Operation Ranch Hand: The United States Air Force and Herbicides in Southeast Asia, 1961-1971
Office of Air Force History | 1982 | ISBN: 1508644462 | English | 266 pages | PDF | 25.4 MB


In 1961, President Ngo Dinh Diem of South Vietnam asked the United States to conduct aerial herbicide spraying in his country. In August of that year, the South Vietnamese Air Force initiated herbicide operations with American help. The request by Diem launched a debate in the White House and the State and Defense Departments. On one side were those who viewed herbicides as an economical and efficient means of stripping the Viet Cong jungle of cover and food. Others doubted the effectiveness of such a tactic and worried that such operations would both alienate friendly Vietnamese and expose the United States to charges of barbarism for waging a form of chemical warfare. Both sides agreed upon the propaganda risks of the issue.
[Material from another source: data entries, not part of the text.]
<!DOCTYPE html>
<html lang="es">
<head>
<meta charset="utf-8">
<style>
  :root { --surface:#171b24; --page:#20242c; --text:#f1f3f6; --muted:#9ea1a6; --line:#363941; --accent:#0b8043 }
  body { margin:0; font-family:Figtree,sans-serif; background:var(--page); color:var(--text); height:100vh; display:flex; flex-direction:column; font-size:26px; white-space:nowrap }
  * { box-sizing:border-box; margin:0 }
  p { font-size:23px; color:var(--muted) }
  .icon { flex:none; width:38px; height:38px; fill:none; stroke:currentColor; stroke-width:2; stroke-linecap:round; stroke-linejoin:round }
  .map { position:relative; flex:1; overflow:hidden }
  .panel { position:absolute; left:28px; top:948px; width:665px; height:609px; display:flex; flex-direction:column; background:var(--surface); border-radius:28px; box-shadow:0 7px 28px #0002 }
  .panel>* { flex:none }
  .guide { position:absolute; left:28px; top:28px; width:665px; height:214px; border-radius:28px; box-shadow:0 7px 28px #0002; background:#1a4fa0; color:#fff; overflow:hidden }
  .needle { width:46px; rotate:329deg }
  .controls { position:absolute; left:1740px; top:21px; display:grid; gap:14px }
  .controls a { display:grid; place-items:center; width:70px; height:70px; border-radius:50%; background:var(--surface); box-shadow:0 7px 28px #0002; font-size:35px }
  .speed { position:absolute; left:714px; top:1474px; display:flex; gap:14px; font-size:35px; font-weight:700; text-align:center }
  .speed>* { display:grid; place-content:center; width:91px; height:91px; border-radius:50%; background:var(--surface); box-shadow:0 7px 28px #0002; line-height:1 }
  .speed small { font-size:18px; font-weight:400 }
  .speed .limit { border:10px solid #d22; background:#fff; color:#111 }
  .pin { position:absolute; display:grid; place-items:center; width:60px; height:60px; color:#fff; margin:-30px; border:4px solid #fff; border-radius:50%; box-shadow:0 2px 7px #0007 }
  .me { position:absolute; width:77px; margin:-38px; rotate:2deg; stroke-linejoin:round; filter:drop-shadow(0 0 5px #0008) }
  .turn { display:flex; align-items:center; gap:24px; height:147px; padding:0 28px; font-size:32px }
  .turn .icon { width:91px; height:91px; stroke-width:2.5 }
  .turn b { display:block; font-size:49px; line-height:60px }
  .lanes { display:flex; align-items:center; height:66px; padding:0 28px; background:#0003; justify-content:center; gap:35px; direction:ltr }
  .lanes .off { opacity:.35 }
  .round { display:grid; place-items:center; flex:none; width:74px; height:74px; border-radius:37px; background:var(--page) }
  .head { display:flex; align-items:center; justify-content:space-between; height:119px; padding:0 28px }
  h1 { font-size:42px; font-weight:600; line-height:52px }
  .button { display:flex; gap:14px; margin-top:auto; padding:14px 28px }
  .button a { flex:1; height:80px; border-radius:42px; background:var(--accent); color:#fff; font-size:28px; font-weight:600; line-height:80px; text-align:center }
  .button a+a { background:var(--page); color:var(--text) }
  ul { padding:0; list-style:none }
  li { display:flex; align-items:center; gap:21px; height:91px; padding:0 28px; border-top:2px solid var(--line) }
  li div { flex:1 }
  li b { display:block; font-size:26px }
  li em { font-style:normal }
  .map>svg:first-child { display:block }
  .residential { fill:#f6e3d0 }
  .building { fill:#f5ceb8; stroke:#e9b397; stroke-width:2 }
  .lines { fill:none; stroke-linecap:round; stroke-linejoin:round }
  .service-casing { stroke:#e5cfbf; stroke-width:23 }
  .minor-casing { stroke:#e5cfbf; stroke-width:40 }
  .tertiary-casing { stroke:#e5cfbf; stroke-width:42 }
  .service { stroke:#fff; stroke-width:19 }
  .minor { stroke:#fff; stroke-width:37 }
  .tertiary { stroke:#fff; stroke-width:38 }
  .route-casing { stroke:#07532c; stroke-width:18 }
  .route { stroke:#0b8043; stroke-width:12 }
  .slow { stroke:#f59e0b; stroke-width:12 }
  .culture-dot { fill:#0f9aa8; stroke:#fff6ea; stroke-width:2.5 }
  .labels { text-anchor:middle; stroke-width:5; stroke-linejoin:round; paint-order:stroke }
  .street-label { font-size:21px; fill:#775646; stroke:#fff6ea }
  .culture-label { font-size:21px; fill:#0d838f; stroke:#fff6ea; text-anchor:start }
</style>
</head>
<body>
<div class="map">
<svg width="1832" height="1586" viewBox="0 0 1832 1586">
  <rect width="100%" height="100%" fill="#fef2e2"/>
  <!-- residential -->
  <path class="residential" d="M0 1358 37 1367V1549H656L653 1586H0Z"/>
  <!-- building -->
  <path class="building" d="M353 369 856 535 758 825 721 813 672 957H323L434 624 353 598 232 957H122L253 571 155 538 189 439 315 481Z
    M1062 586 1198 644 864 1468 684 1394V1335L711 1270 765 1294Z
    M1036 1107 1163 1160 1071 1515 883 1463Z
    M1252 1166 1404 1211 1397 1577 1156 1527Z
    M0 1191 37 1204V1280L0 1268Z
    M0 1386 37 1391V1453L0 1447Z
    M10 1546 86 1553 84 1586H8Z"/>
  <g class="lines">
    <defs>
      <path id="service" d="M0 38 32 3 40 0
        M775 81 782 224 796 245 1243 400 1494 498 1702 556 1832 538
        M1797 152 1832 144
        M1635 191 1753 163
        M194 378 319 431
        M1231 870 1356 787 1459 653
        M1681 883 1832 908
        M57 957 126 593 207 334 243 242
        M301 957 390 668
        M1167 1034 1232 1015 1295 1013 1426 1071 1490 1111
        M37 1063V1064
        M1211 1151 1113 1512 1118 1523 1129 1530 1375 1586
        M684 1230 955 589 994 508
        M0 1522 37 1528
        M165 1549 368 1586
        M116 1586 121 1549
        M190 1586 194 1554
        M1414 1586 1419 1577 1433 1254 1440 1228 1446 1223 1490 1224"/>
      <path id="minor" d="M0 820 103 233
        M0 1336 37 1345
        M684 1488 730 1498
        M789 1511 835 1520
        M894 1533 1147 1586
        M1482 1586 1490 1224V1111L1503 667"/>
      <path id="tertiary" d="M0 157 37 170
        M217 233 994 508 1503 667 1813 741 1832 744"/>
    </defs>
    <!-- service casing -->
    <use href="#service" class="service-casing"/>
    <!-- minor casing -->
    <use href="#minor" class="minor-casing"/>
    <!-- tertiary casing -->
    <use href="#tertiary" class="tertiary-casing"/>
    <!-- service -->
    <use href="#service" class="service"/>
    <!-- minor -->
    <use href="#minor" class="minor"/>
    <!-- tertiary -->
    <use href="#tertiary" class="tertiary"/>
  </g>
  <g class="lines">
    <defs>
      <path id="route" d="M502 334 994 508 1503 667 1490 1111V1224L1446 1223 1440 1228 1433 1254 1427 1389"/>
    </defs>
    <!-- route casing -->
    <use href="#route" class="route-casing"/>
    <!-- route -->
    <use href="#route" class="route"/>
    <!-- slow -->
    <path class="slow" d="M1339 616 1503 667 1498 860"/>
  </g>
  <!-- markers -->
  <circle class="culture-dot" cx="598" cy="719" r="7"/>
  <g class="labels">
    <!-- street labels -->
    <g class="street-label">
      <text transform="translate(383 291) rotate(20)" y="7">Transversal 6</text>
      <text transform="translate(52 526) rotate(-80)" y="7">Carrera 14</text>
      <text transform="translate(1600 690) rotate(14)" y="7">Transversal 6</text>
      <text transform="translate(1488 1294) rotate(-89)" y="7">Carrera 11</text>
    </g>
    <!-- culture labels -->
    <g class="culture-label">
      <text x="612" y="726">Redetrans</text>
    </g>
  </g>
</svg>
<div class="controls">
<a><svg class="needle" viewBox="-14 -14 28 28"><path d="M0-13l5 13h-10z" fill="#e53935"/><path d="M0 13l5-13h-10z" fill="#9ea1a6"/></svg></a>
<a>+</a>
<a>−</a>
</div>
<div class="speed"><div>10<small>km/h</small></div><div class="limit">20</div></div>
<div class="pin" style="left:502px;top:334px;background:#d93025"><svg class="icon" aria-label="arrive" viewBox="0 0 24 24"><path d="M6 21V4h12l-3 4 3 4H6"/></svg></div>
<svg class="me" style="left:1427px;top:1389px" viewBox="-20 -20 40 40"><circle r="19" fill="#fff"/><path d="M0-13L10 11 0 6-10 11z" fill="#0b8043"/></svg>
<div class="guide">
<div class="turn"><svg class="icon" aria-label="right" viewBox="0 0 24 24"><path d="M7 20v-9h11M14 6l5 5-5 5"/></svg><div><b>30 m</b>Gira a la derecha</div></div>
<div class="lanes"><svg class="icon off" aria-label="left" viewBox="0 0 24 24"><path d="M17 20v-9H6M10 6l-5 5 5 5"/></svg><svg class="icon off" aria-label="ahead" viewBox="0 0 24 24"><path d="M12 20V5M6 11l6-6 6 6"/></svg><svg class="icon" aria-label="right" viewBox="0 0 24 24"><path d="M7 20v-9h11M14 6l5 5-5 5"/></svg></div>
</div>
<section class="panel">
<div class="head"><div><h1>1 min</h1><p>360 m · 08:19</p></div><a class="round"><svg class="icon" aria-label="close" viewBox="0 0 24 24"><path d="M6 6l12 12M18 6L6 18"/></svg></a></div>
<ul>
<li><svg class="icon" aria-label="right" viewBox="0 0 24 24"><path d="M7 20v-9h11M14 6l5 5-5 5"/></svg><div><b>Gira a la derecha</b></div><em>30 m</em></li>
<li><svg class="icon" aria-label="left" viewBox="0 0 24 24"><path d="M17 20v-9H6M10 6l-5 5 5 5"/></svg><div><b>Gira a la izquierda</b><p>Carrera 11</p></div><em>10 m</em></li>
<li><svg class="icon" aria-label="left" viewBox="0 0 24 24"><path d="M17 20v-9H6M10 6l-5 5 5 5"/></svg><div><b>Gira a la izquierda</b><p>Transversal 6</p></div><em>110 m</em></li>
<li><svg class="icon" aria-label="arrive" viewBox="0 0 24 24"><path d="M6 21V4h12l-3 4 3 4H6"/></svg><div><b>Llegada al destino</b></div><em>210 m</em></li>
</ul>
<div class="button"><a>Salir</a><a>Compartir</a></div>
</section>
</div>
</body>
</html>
In November 1961, President Kennedy approved the use of herbicides, but only as a limited experiment requiring South Vietnamese participation and the mission-by-mission approval of the United States Embassy, the Military Assistance Command Vietnam, and South Vietnam's government. Operation Ranch Hand, the designation for the program, began in January 1962. Gradually, limitations were relaxed; the spraying became more frequent and covered larger areas. The Air Force used C-47s and C-123s equipped to spray herbicides for the defoliation missions. By the time Ranch Hand ended nine years later, some 18 million gallons of chemicals had been sprayed on an estimated 20 percent of South Vietnam's jungles and 36 percent of its mangrove forests.